DATASET SECTION:
=== Section Start ===
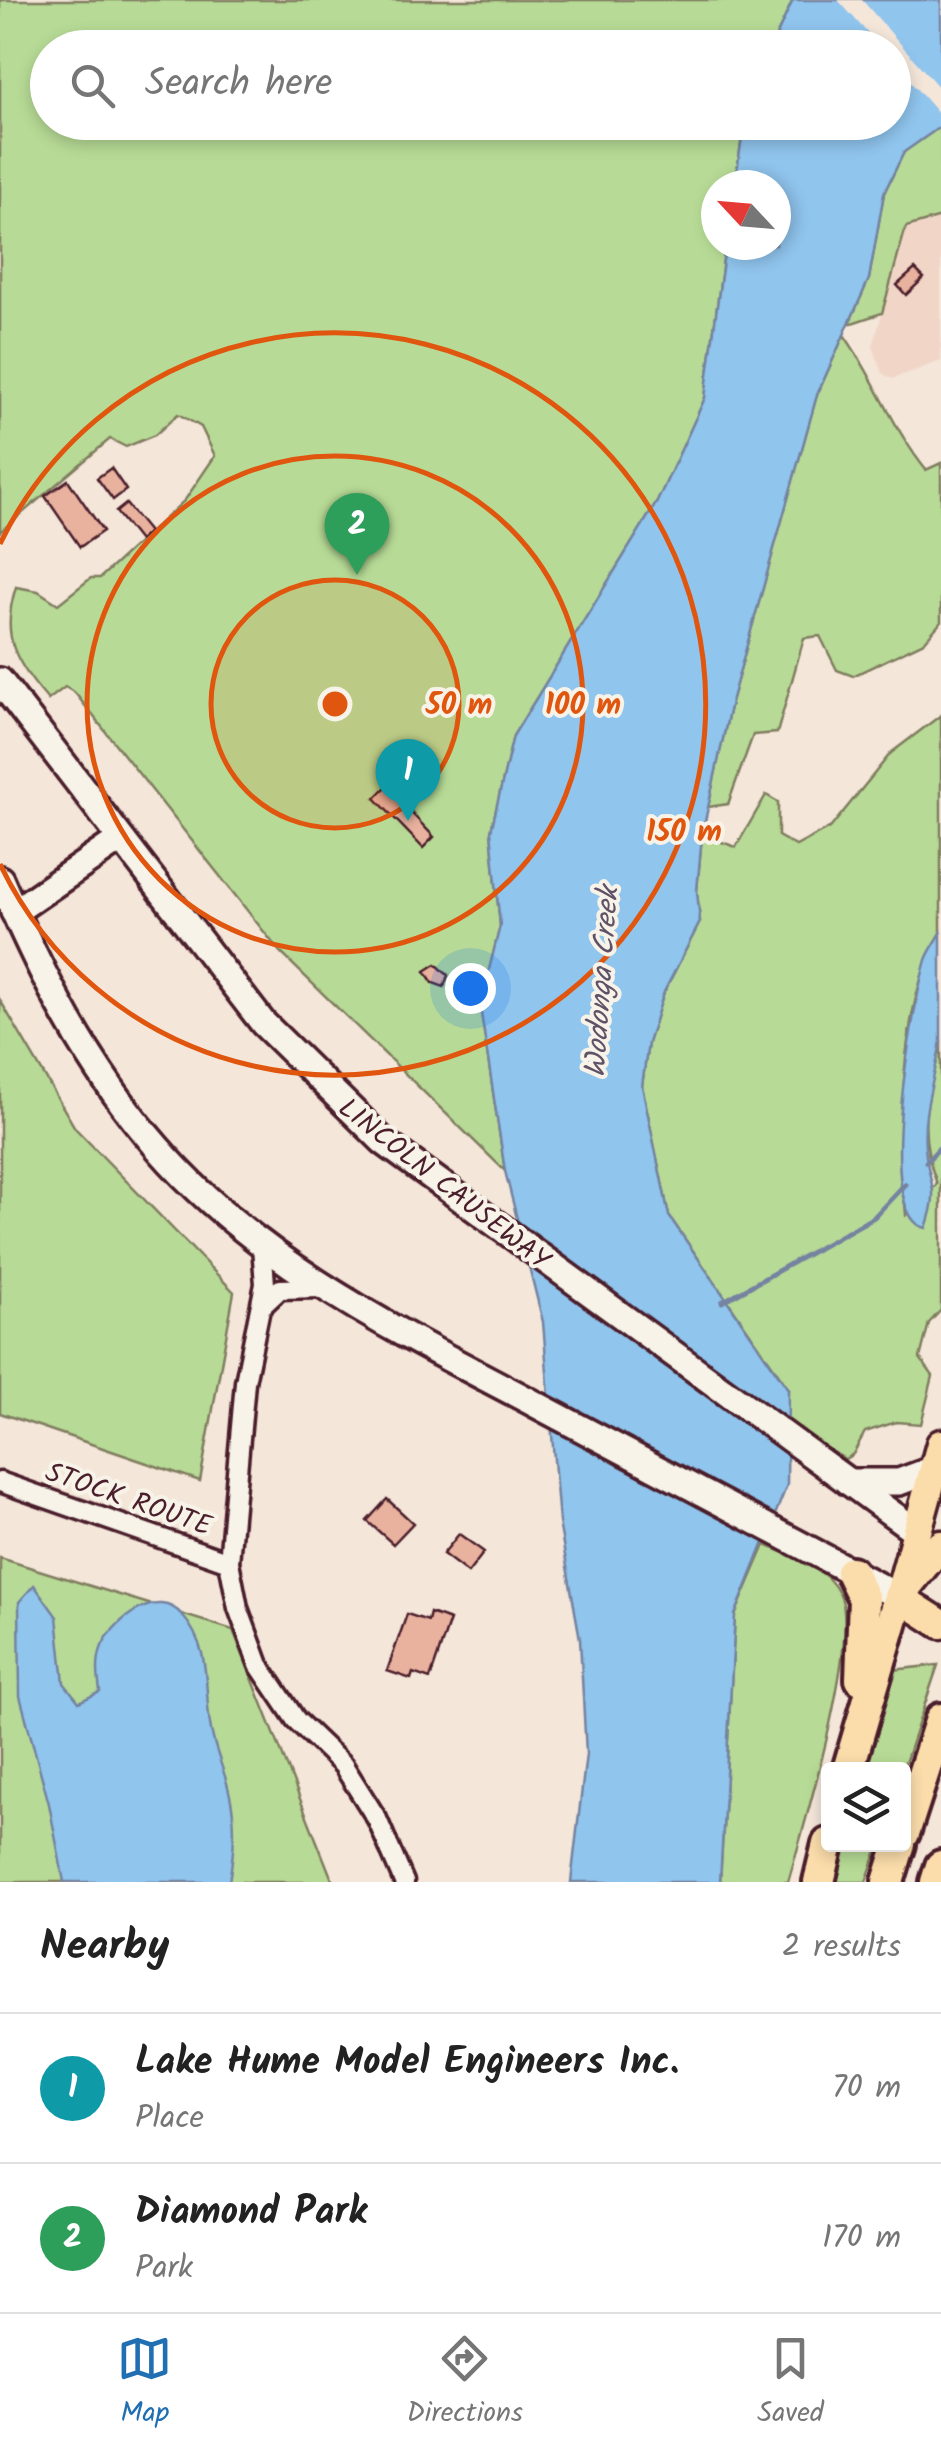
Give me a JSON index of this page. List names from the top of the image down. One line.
{"streets":{"main road":["LINCOLN CAUSEWAY"],"street":["STOCK ROUTE"]},"water":["Wodonga Creek"],"north":"top left","page":{"search":"Search here","pins":["2","1"],"heading":["Nearby","2 results"],"list":[{"mark":"1","name":"Lake Hume Model Engineers Inc.","note":"Place","value":"70 m"},{"mark":"2","name":"Diamond Park","note":"Park","value":"170 m"}],"nav":["Map","Directions","Saved"]},"rings":["50 m","100 m","150 m"]}
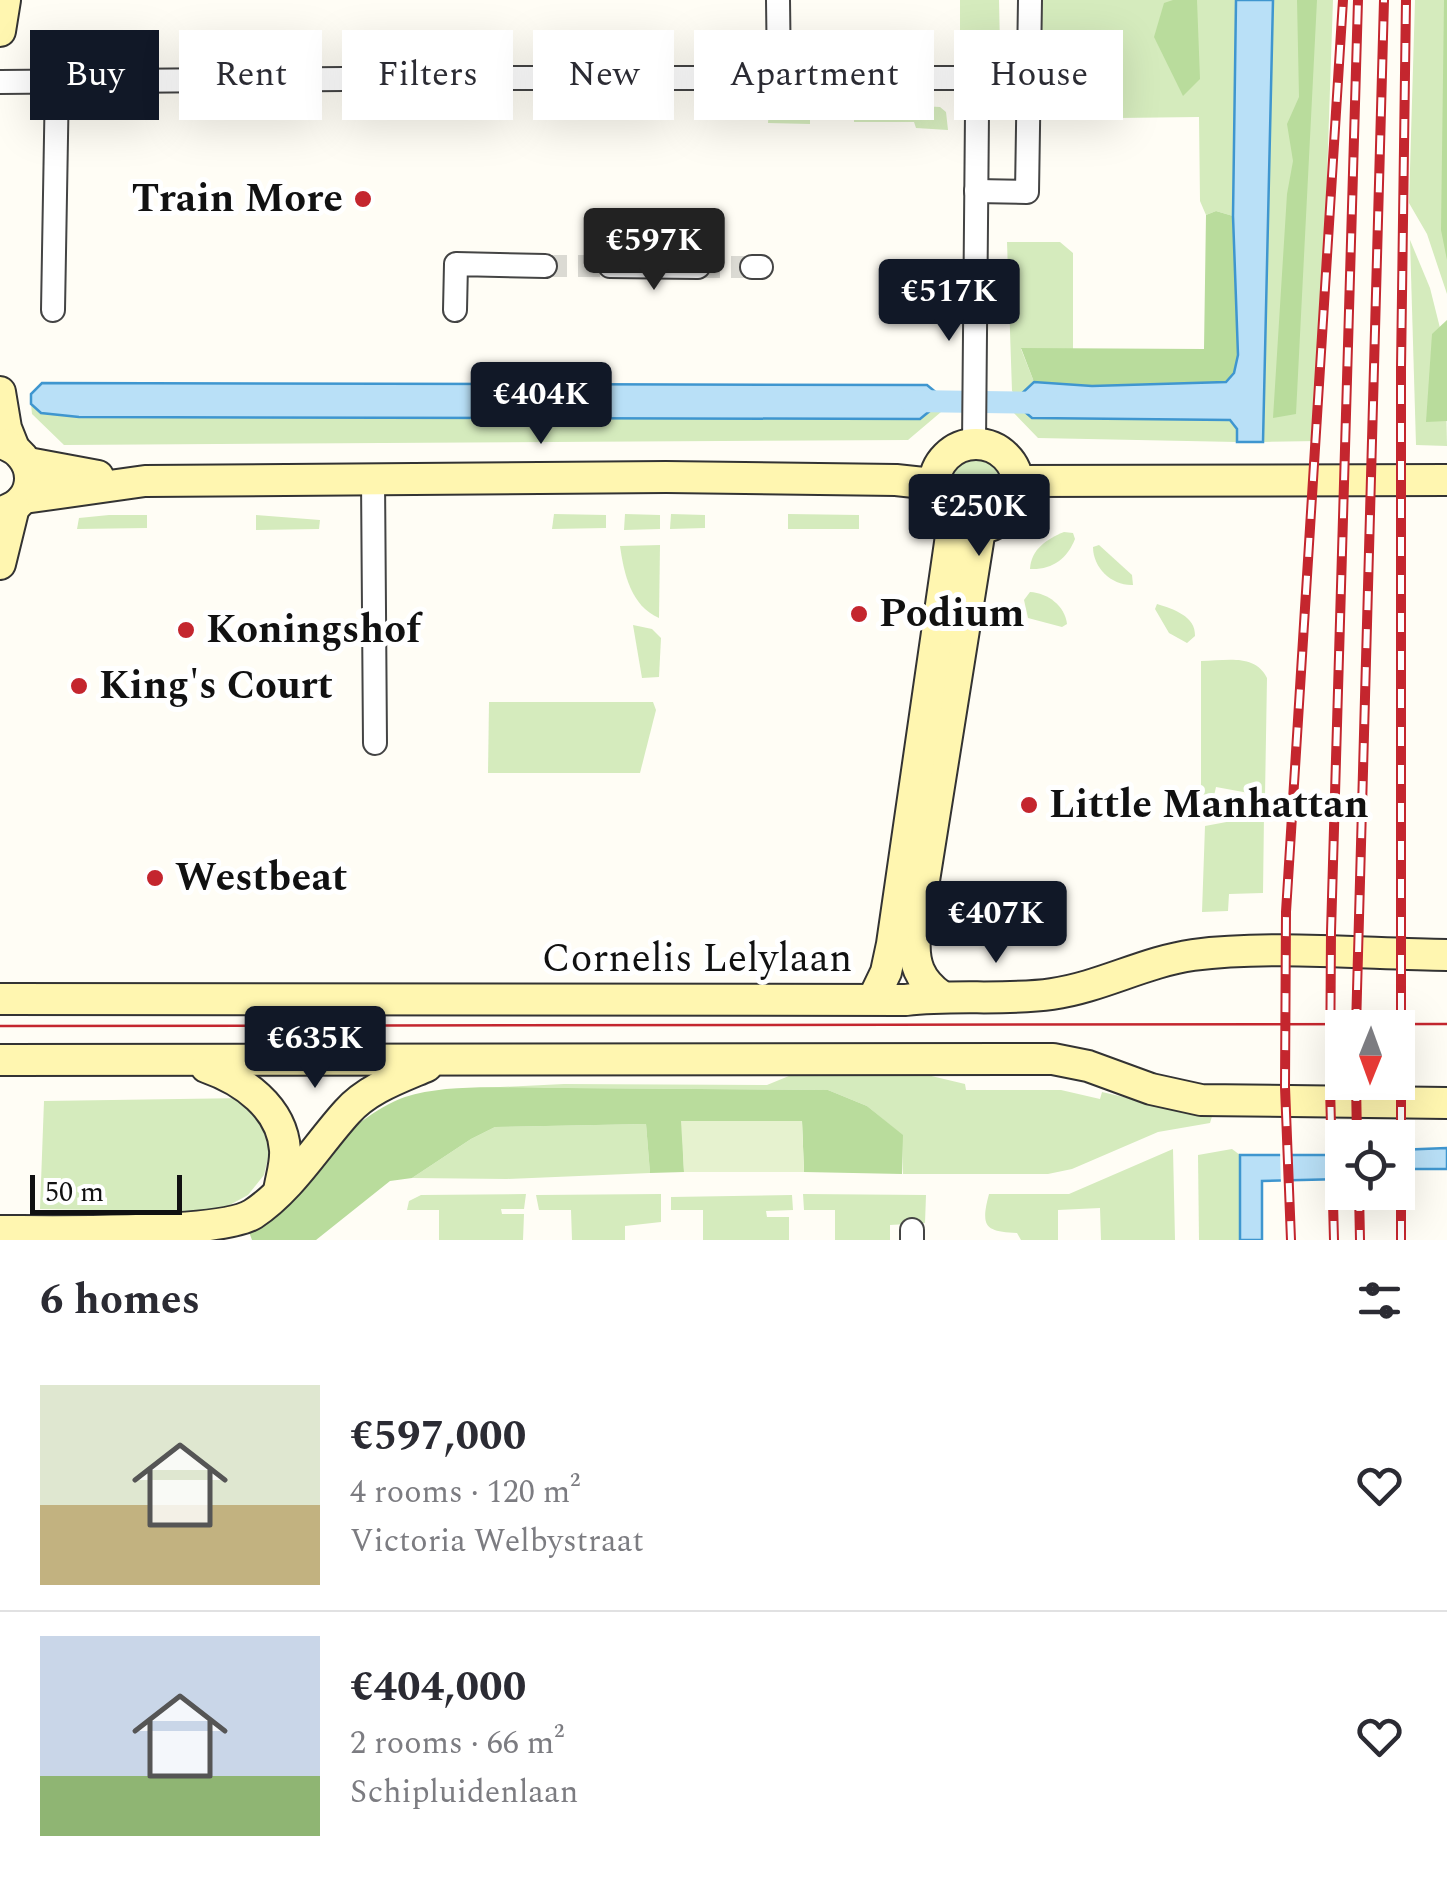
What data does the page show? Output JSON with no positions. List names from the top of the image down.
=== Section End ===
ACTION ITEM: All of the material above goes into the copy exactly as is; the pictures do not.

YOUR RESPONSE:
Give me a JSON index of this page. List names from the top of the image down. One line.
{"streets":{"main road":["LINCOLN CAUSEWAY"],"street":["STOCK ROUTE"]},"water":["Wodonga Creek"],"north":"top left","page":{"search":"Search here","pins":["2","1"],"heading":["Nearby","2 results"],"list":[{"mark":"1","name":"Lake Hume Model Engineers Inc.","note":"Place","value":"70 m"},{"mark":"2","name":"Diamond Park","note":"Park","value":"170 m"}],"nav":["Map","Directions","Saved"]},"rings":["50 m","100 m","150 m"]}
What data does the page show? Output JSON with no positions. List names from the top of the image down.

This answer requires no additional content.